Overview

ATLAS ( A rchitecture and T ools for L inguistic A nalysis S ystems) is issued from an initiative involving NIST , LDC and MITRE . ATLAS addresses an array of applications needs spanning corpus construction, evaluation infrastructure, and multi-modal visualization.

The ATLAS framework provides an architecture targeted at facilitating the development of linguistic applications. The principal goal of ATLAS is to provide an abstraction over the diversity of linguistic annotations. The abstraction, which expands on Bird and Liberman's Annotation Graphs (see history for more details), is able to represent complex annotations on signals of arbitrary dimensionality.

ATLAS is made of four main components:

  • an annotation ontology,
  • an Application Programming Interface,
  • an interchange format for linguistic data and
  • MAIA, a type definition infrastructure

The annotation ontology at ATLAS' core provides the abstractions on which the rest of the framework is built. These abstractions can be implemented using diverse programming languages. NIST has created a Java instantiation of the data model and provides an Application Programming Interface (API) to the core objects allowing their easy manipulation.

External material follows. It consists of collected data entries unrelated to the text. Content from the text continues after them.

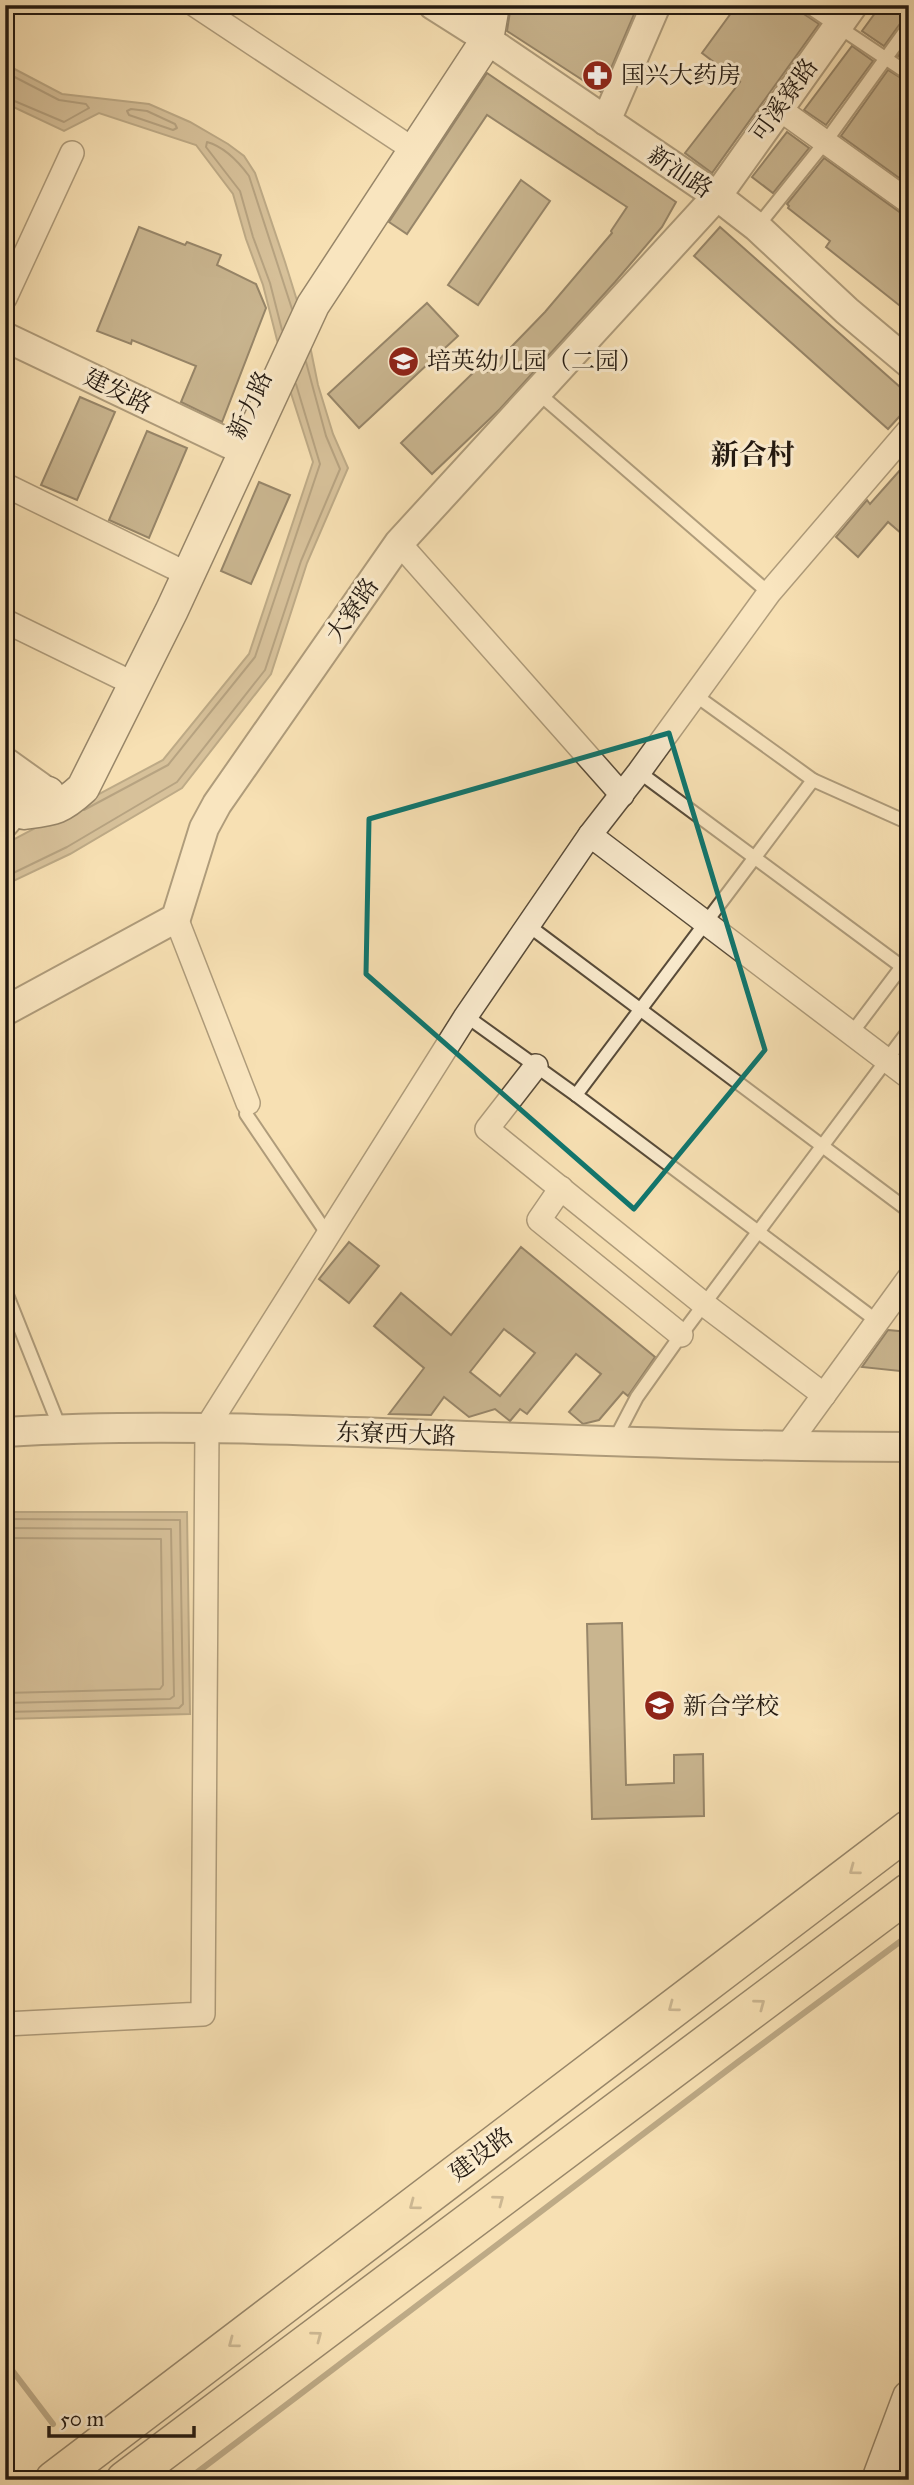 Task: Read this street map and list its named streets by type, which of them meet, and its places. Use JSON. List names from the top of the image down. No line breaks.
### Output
{"streets":{"main road":["新力路","建设路"],"street":["可溪寮路","新汕路","建发路","大寮路","东寮西大路"]},"crossings":[["可溪寮路","新汕路"],["可溪寮路","大寮路"],["新汕路","新力路"],["新汕路","大寮路"],["建发路","新力路"]],"districts":["新合村"],"places":{"pharmacy":["国兴大药房"],"school or university":["培英幼儿园（二园）","新合学校"]},"scale_bar":"50 m"} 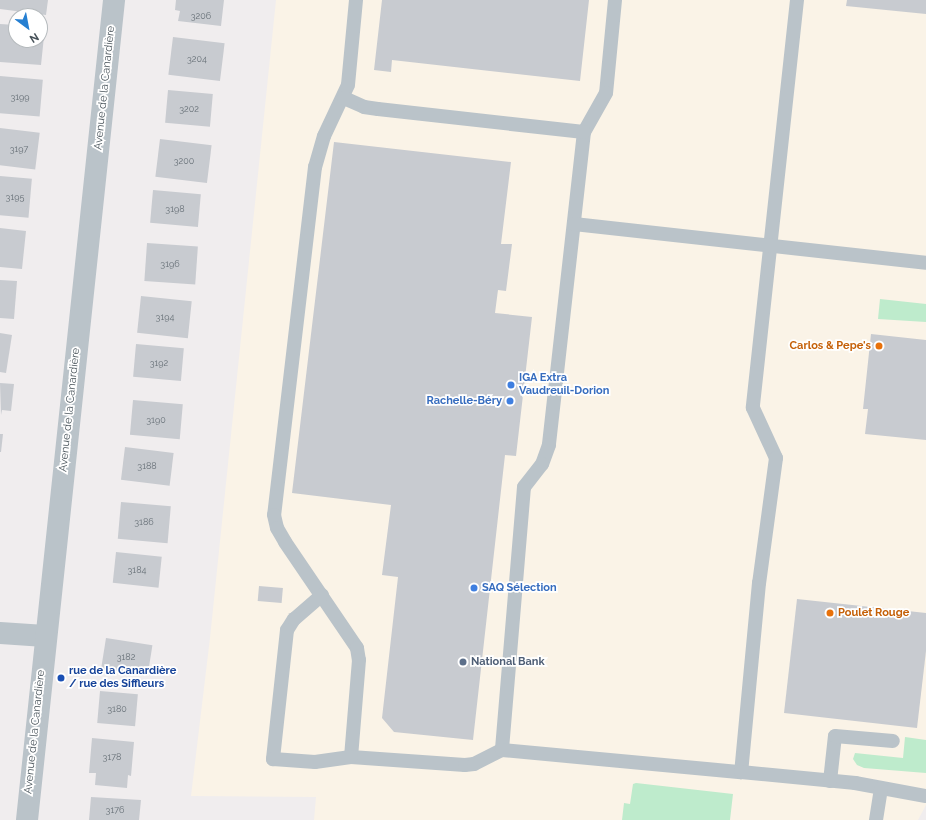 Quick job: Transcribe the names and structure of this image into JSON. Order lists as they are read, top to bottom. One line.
{"streets":{"street":["Avenue de la Canardière"]},"places":["Carlos & Pepe's","IGA Extra Vaudreuil-Dorion","Rachelle-Béry","SAQ Sélection","Poulet Rouge","National Bank","rue de la Canardière / rue des Siffleurs"],"house_numbers":["3206","3204","3199","3202","3197","3200","3195","3198","3196","3194","3192","3190","3188","3186","3184","3182","3180","3178","3176"],"north":"bottom right"} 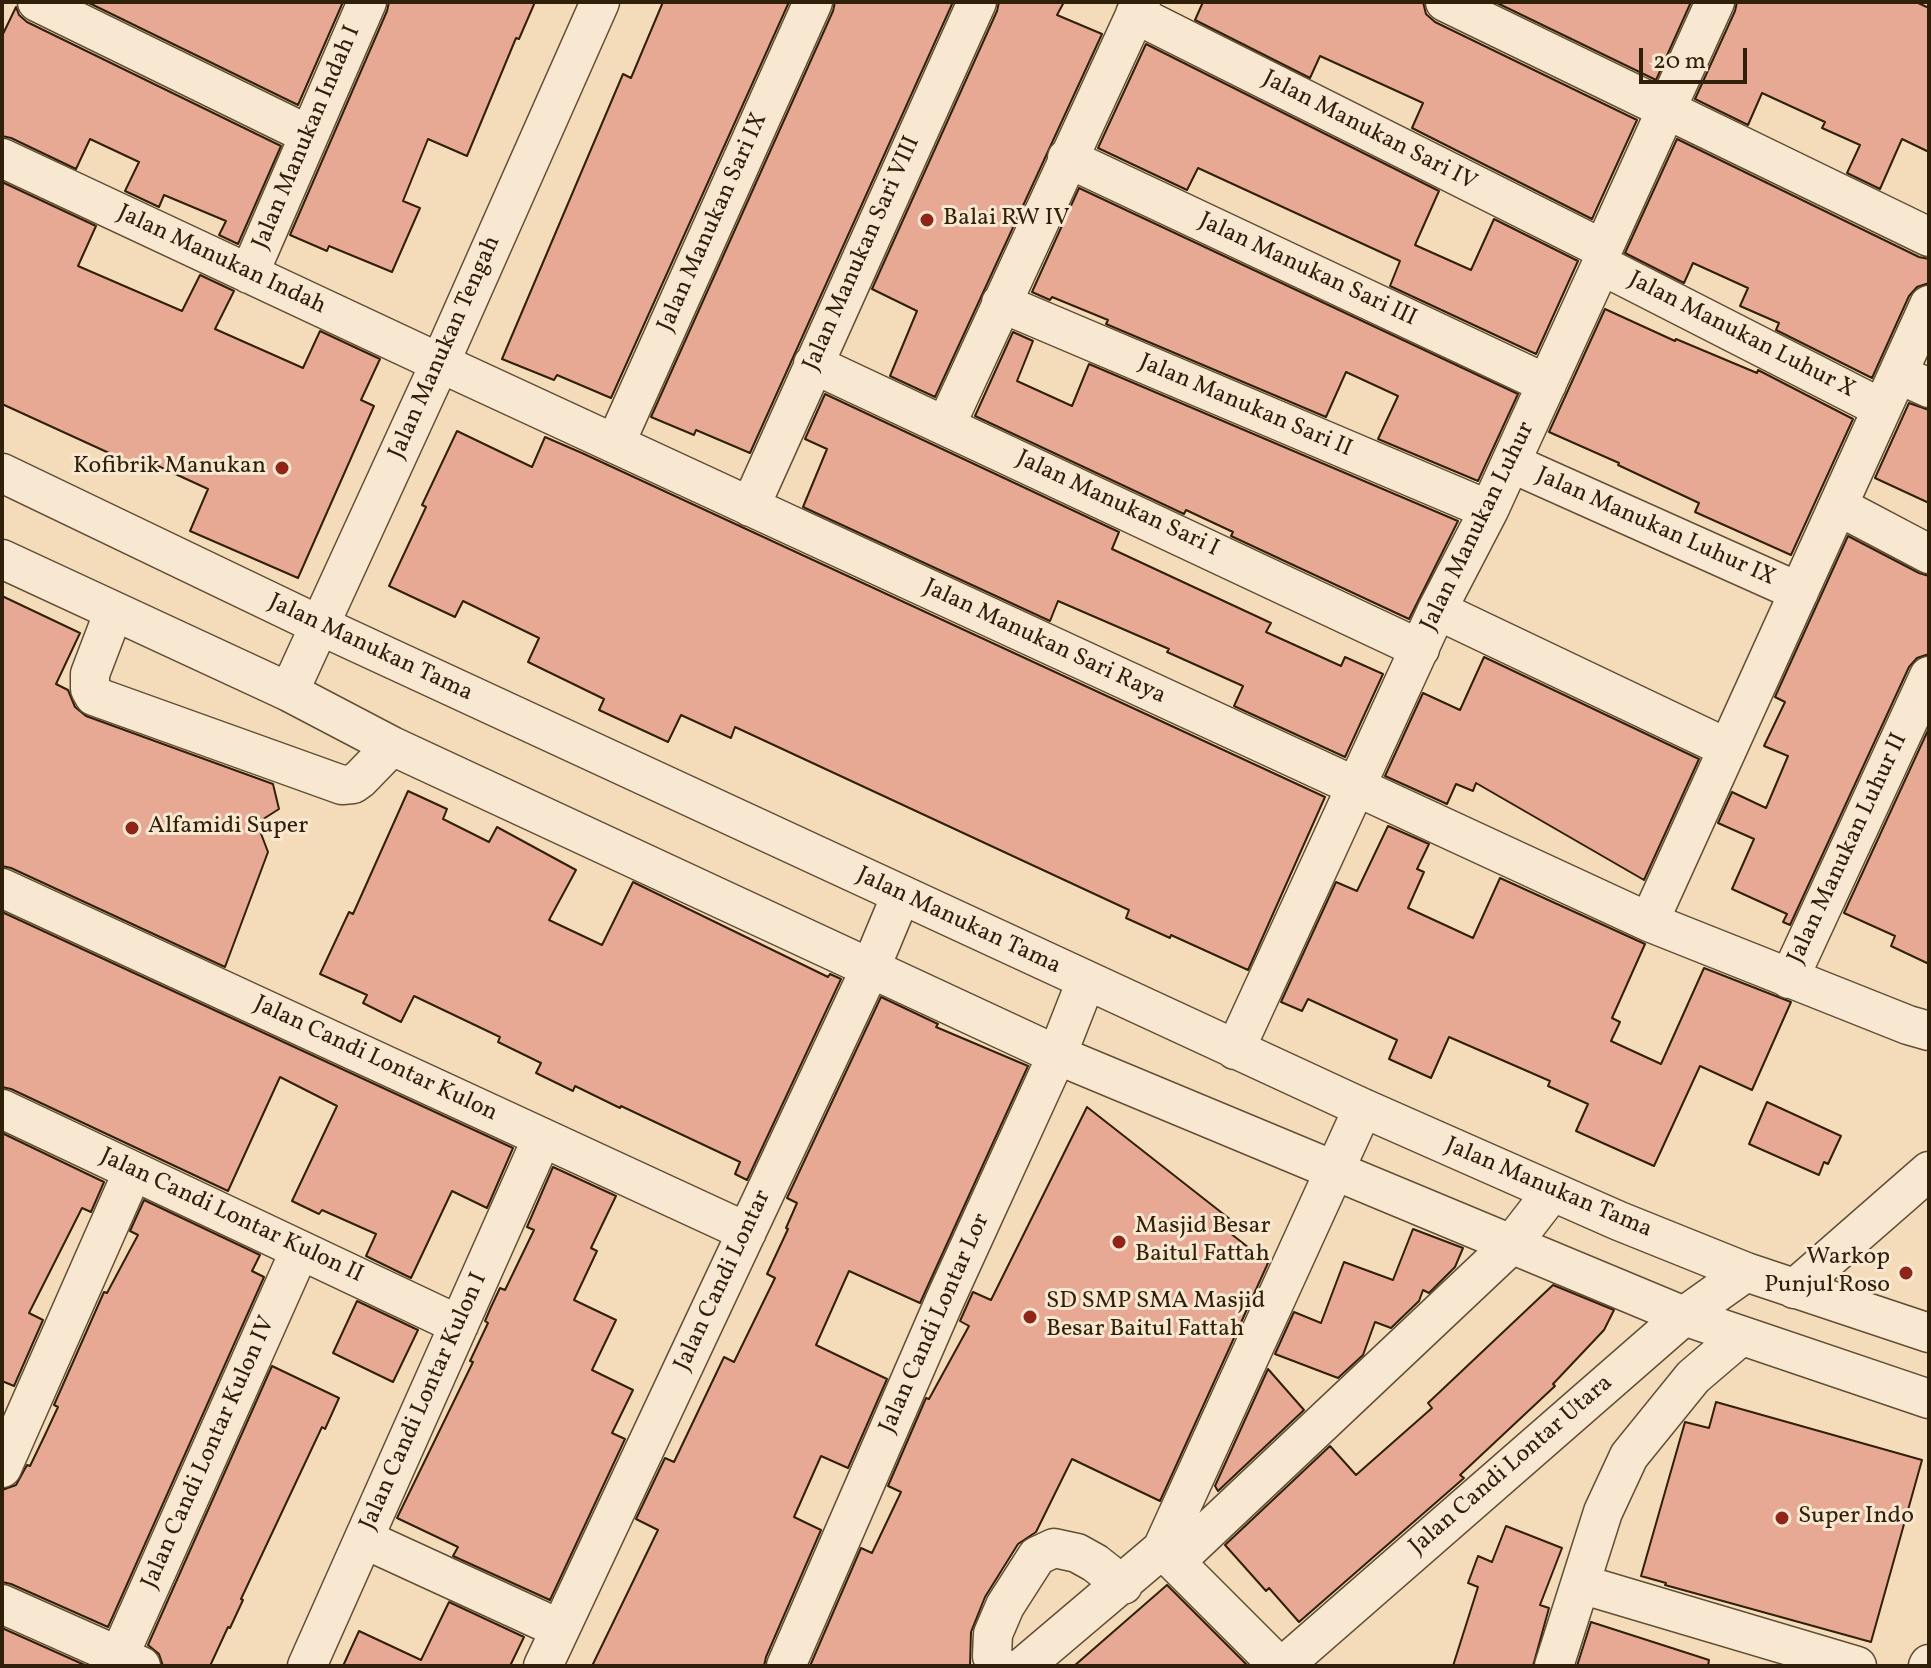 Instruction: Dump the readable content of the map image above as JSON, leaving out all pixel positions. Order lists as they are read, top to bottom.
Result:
{
  "streets": {
    "street": [
      "Jalan Manukan Sari IV",
      "Jalan Manukan Indah I",
      "Jalan Manukan Sari IX",
      "Jalan Manukan Sari VIII",
      "Jalan Manukan Indah",
      "Jalan Manukan Sari III",
      "Jalan Manukan Luhur X",
      "Jalan Manukan Tengah",
      "Jalan Manukan Sari II",
      "Jalan Manukan Sari I",
      "Jalan Manukan Luhur",
      "Jalan Manukan Luhur IX",
      "Jalan Manukan Sari Raya",
      "Jalan Manukan Tama",
      "Jalan Manukan Luhur II",
      "Jalan Candi Lontar Kulon",
      "Jalan Candi Lontar Kulon II",
      "Jalan Candi Lontar",
      "Jalan Candi Lontar Lor",
      "Jalan Candi Lontar Kulon I",
      "Jalan Candi Lontar Kulon IV",
      "Jalan Candi Lontar Utara"
    ]
  },
  "crossings": [
    ["Jalan Manukan Sari IV", "Jalan Manukan Luhur X"],
    ["Jalan Manukan Sari IV", "Jalan Manukan Luhur"],
    ["Jalan Manukan Indah I", "Jalan Manukan Indah"],
    ["Jalan Manukan Sari IX", "Jalan Manukan Sari Raya"],
    ["Jalan Manukan Sari VIII", "Jalan Manukan Sari I"],
    ["Jalan Manukan Sari VIII", "Jalan Manukan Sari Raya"],
    ["Jalan Manukan Indah", "Jalan Manukan Tengah"],
    ["Jalan Manukan Indah", "Jalan Manukan Sari Raya"],
    ["Jalan Manukan Sari III", "Jalan Manukan Luhur"],
    ["Jalan Manukan Luhur X", "Jalan Manukan Luhur"],
    ["Jalan Manukan Tengah", "Jalan Manukan Sari Raya"],
    ["Jalan Manukan Tengah", "Jalan Manukan Tama"],
    ["Jalan Manukan Sari II", "Jalan Manukan Luhur"],
    ["Jalan Manukan Sari I", "Jalan Manukan Luhur"],
    ["Jalan Manukan Luhur", "Jalan Manukan Luhur IX"],
    ["Jalan Manukan Luhur", "Jalan Manukan Sari Raya"],
    ["Jalan Manukan Luhur", "Jalan Manukan Tama"],
    ["Jalan Manukan Sari Raya", "Jalan Manukan Luhur II"],
    ["Jalan Manukan Tama", "Jalan Candi Lontar"],
    ["Jalan Manukan Tama", "Jalan Candi Lontar Lor"],
    ["Jalan Manukan Tama", "Jalan Candi Lontar Utara"],
    ["Jalan Candi Lontar Kulon", "Jalan Candi Lontar"],
    ["Jalan Candi Lontar Kulon", "Jalan Candi Lontar Kulon I"],
    ["Jalan Candi Lontar Kulon II", "Jalan Candi Lontar Kulon I"],
    ["Jalan Candi Lontar Kulon II", "Jalan Candi Lontar Kulon IV"]
  ],
  "places": [
    "Balai RW IV",
    "Kofibrik Manukan",
    "Alfamidi Super",
    "Masjid Besar Baitul Fattah",
    "Warkop Punjul Roso",
    "SD SMP SMA Masjid Besar Baitul Fattah",
    "Super Indo"
  ],
  "scale_bar": "20 m"
}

This API is a prototype for a language-independent API we are working on.

Moreover, linguistic data expressed using ATLAS abstractions can be serialized to XML using the ATLAS Interchange Format (AIF) to facilitate their exchange and reuse.

Finally, an important new dimension was recently added to ATLAS: the Meta-Annotation concept allowing constraining of the generic abstractions for specific needs using the Meta-Annotation Infrastructure for ATLAS (MAIA).